Collected data entries:
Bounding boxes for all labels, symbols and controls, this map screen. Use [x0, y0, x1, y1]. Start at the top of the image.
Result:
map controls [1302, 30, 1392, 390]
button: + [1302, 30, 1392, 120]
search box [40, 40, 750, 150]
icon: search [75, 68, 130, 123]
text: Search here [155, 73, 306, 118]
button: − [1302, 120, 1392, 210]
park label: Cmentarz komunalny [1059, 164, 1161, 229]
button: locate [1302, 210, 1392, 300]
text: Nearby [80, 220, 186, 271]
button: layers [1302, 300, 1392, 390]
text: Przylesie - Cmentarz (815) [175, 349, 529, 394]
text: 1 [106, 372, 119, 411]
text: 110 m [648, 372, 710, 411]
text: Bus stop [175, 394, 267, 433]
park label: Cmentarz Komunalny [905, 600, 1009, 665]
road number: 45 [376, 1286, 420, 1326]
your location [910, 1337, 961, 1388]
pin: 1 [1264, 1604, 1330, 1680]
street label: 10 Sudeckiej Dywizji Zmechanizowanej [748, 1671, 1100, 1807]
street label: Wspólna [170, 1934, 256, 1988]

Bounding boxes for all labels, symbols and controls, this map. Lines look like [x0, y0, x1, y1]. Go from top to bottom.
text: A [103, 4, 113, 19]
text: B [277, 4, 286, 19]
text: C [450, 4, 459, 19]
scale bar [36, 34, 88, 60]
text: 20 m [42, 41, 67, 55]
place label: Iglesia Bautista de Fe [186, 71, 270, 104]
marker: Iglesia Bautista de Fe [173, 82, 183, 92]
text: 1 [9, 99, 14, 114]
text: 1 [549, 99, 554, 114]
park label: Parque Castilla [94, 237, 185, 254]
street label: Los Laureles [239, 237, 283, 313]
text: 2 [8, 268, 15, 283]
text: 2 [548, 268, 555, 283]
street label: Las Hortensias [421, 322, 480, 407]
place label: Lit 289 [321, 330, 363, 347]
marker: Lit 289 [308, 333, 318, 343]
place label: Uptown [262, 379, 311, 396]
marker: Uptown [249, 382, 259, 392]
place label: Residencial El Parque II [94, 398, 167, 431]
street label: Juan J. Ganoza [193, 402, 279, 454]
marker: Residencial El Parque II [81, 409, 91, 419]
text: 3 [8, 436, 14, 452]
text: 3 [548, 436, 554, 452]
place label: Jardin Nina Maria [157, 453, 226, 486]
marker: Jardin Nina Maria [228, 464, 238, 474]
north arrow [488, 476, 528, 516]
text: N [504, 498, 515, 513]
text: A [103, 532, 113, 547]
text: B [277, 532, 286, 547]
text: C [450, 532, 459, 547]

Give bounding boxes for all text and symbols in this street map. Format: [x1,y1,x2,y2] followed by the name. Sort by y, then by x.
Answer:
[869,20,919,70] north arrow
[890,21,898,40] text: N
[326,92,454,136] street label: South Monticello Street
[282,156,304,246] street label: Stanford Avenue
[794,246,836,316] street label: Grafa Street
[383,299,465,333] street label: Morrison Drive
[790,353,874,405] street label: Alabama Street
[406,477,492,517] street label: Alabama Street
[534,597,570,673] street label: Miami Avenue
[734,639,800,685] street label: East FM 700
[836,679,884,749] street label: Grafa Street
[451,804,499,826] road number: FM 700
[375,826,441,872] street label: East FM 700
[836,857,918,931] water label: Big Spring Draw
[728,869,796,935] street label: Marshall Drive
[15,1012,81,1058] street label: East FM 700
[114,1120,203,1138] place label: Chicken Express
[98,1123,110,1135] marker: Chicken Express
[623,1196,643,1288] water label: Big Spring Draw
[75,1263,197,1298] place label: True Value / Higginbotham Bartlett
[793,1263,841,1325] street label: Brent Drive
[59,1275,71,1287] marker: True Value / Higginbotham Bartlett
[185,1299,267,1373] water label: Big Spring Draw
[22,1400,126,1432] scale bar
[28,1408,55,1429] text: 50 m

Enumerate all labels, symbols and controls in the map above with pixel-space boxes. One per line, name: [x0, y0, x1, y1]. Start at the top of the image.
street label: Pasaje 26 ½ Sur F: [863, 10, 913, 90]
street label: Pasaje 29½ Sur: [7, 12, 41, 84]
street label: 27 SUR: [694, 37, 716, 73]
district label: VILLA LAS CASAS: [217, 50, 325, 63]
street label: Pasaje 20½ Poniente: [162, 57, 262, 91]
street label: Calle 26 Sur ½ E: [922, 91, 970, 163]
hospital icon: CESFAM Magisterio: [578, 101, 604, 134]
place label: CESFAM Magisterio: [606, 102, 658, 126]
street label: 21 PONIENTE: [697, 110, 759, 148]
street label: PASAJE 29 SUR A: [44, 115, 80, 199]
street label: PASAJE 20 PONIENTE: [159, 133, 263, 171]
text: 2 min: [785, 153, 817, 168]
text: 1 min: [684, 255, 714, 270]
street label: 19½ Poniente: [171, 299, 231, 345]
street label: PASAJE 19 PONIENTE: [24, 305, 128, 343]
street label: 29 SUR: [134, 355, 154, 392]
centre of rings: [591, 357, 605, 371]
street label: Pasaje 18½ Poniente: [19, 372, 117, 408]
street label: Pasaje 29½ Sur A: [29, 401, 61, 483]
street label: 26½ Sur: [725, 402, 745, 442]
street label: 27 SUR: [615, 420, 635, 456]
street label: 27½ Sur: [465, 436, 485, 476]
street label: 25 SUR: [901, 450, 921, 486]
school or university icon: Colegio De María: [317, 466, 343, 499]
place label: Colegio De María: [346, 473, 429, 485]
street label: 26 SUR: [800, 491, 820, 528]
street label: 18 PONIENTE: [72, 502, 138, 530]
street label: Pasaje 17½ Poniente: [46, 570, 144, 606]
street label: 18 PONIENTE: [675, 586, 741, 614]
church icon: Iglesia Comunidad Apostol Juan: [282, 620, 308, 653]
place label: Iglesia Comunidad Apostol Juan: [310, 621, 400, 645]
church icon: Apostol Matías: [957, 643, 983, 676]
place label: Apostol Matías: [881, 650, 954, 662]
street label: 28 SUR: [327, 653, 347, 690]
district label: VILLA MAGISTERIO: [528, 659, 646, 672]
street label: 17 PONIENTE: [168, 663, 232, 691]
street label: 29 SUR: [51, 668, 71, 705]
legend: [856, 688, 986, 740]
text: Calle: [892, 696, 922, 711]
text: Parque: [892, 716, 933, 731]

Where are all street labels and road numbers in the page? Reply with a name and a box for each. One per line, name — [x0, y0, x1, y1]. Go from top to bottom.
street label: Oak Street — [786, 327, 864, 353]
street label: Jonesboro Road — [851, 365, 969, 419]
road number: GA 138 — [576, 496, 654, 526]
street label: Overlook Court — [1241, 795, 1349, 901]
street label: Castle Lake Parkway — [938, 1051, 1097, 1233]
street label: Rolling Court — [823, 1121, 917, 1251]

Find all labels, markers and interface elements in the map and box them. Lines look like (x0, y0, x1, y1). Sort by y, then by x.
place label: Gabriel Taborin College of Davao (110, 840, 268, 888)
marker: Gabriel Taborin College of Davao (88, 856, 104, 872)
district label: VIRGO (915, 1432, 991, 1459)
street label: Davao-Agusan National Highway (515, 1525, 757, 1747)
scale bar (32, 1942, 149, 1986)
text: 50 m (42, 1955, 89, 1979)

• ABOUT THIS EXERCISE: Could you copy every record above exactly as it appears?

• SOLUTION:
Bounding boxes for all labels, symbols and controls, this map screen. Use [x0, y0, x1, y1]. Start at the top of the image.
Result:
map controls [1302, 30, 1392, 390]
button: + [1302, 30, 1392, 120]
search box [40, 40, 750, 150]
icon: search [75, 68, 130, 123]
text: Search here [155, 73, 306, 118]
button: − [1302, 120, 1392, 210]
park label: Cmentarz komunalny [1059, 164, 1161, 229]
button: locate [1302, 210, 1392, 300]
text: Nearby [80, 220, 186, 271]
button: layers [1302, 300, 1392, 390]
text: Przylesie - Cmentarz (815) [175, 349, 529, 394]
text: 1 [106, 372, 119, 411]
text: 110 m [648, 372, 710, 411]
text: Bus stop [175, 394, 267, 433]
park label: Cmentarz Komunalny [905, 600, 1009, 665]
road number: 45 [376, 1286, 420, 1326]
your location [910, 1337, 961, 1388]
pin: 1 [1264, 1604, 1330, 1680]
street label: 10 Sudeckiej Dywizji Zmechanizowanej [748, 1671, 1100, 1807]
street label: Wspólna [170, 1934, 256, 1988]

Bounding boxes for all labels, symbols and controls, this map. Lines look like [x0, y0, x1, y1]. Go from top to bottom.
text: A [103, 4, 113, 19]
text: B [277, 4, 286, 19]
text: C [450, 4, 459, 19]
scale bar [36, 34, 88, 60]
text: 20 m [42, 41, 67, 55]
place label: Iglesia Bautista de Fe [186, 71, 270, 104]
marker: Iglesia Bautista de Fe [173, 82, 183, 92]
text: 1 [9, 99, 14, 114]
text: 1 [549, 99, 554, 114]
park label: Parque Castilla [94, 237, 185, 254]
street label: Los Laureles [239, 237, 283, 313]
text: 2 [8, 268, 15, 283]
text: 2 [548, 268, 555, 283]
street label: Las Hortensias [421, 322, 480, 407]
place label: Lit 289 [321, 330, 363, 347]
marker: Lit 289 [308, 333, 318, 343]
place label: Uptown [262, 379, 311, 396]
marker: Uptown [249, 382, 259, 392]
place label: Residencial El Parque II [94, 398, 167, 431]
street label: Juan J. Ganoza [193, 402, 279, 454]
marker: Residencial El Parque II [81, 409, 91, 419]
text: 3 [8, 436, 14, 452]
text: 3 [548, 436, 554, 452]
place label: Jardin Nina Maria [157, 453, 226, 486]
marker: Jardin Nina Maria [228, 464, 238, 474]
north arrow [488, 476, 528, 516]
text: N [504, 498, 515, 513]
text: A [103, 532, 113, 547]
text: B [277, 532, 286, 547]
text: C [450, 532, 459, 547]

Give bounding boxes for all text and symbols in this street map. Format: [x1,y1,x2,y2] followed by the name. Sort by y, then by x.
Answer:
[869,20,919,70] north arrow
[890,21,898,40] text: N
[326,92,454,136] street label: South Monticello Street
[282,156,304,246] street label: Stanford Avenue
[794,246,836,316] street label: Grafa Street
[383,299,465,333] street label: Morrison Drive
[790,353,874,405] street label: Alabama Street
[406,477,492,517] street label: Alabama Street
[534,597,570,673] street label: Miami Avenue
[734,639,800,685] street label: East FM 700
[836,679,884,749] street label: Grafa Street
[451,804,499,826] road number: FM 700
[375,826,441,872] street label: East FM 700
[836,857,918,931] water label: Big Spring Draw
[728,869,796,935] street label: Marshall Drive
[15,1012,81,1058] street label: East FM 700
[114,1120,203,1138] place label: Chicken Express
[98,1123,110,1135] marker: Chicken Express
[623,1196,643,1288] water label: Big Spring Draw
[75,1263,197,1298] place label: True Value / Higginbotham Bartlett
[793,1263,841,1325] street label: Brent Drive
[59,1275,71,1287] marker: True Value / Higginbotham Bartlett
[185,1299,267,1373] water label: Big Spring Draw
[22,1400,126,1432] scale bar
[28,1408,55,1429] text: 50 m

Enumerate all labels, symbols and controls in the map above with pixel-space boxes. One per line, name: [x0, y0, x1, y1]. Start at the top of the image.
street label: Pasaje 26 ½ Sur F: [863, 10, 913, 90]
street label: Pasaje 29½ Sur: [7, 12, 41, 84]
street label: 27 SUR: [694, 37, 716, 73]
district label: VILLA LAS CASAS: [217, 50, 325, 63]
street label: Pasaje 20½ Poniente: [162, 57, 262, 91]
street label: Calle 26 Sur ½ E: [922, 91, 970, 163]
hospital icon: CESFAM Magisterio: [578, 101, 604, 134]
place label: CESFAM Magisterio: [606, 102, 658, 126]
street label: 21 PONIENTE: [697, 110, 759, 148]
street label: PASAJE 29 SUR A: [44, 115, 80, 199]
street label: PASAJE 20 PONIENTE: [159, 133, 263, 171]
text: 2 min: [785, 153, 817, 168]
text: 1 min: [684, 255, 714, 270]
street label: 19½ Poniente: [171, 299, 231, 345]
street label: PASAJE 19 PONIENTE: [24, 305, 128, 343]
street label: 29 SUR: [134, 355, 154, 392]
centre of rings: [591, 357, 605, 371]
street label: Pasaje 18½ Poniente: [19, 372, 117, 408]
street label: Pasaje 29½ Sur A: [29, 401, 61, 483]
street label: 26½ Sur: [725, 402, 745, 442]
street label: 27 SUR: [615, 420, 635, 456]
street label: 27½ Sur: [465, 436, 485, 476]
street label: 25 SUR: [901, 450, 921, 486]
school or university icon: Colegio De María: [317, 466, 343, 499]
place label: Colegio De María: [346, 473, 429, 485]
street label: 26 SUR: [800, 491, 820, 528]
street label: 18 PONIENTE: [72, 502, 138, 530]
street label: Pasaje 17½ Poniente: [46, 570, 144, 606]
street label: 18 PONIENTE: [675, 586, 741, 614]
church icon: Iglesia Comunidad Apostol Juan: [282, 620, 308, 653]
place label: Iglesia Comunidad Apostol Juan: [310, 621, 400, 645]
church icon: Apostol Matías: [957, 643, 983, 676]
place label: Apostol Matías: [881, 650, 954, 662]
street label: 28 SUR: [327, 653, 347, 690]
district label: VILLA MAGISTERIO: [528, 659, 646, 672]
street label: 17 PONIENTE: [168, 663, 232, 691]
street label: 29 SUR: [51, 668, 71, 705]
legend: [856, 688, 986, 740]
text: Calle: [892, 696, 922, 711]
text: Parque: [892, 716, 933, 731]

Where are all street labels and road numbers in the page? Reply with a name and a box for each. One per line, name — [x0, y0, x1, y1]. Go from top to bottom.
street label: Oak Street — [786, 327, 864, 353]
street label: Jonesboro Road — [851, 365, 969, 419]
road number: GA 138 — [576, 496, 654, 526]
street label: Overlook Court — [1241, 795, 1349, 901]
street label: Castle Lake Parkway — [938, 1051, 1097, 1233]
street label: Rolling Court — [823, 1121, 917, 1251]

Find all labels, markers and interface elements in the map and box them. Lines look like (x0, y0, x1, y1). Sort by y, then by x.
place label: Gabriel Taborin College of Davao (110, 840, 268, 888)
marker: Gabriel Taborin College of Davao (88, 856, 104, 872)
district label: VIRGO (915, 1432, 991, 1459)
street label: Davao-Agusan National Highway (515, 1525, 757, 1747)
scale bar (32, 1942, 149, 1986)
text: 50 m (42, 1955, 89, 1979)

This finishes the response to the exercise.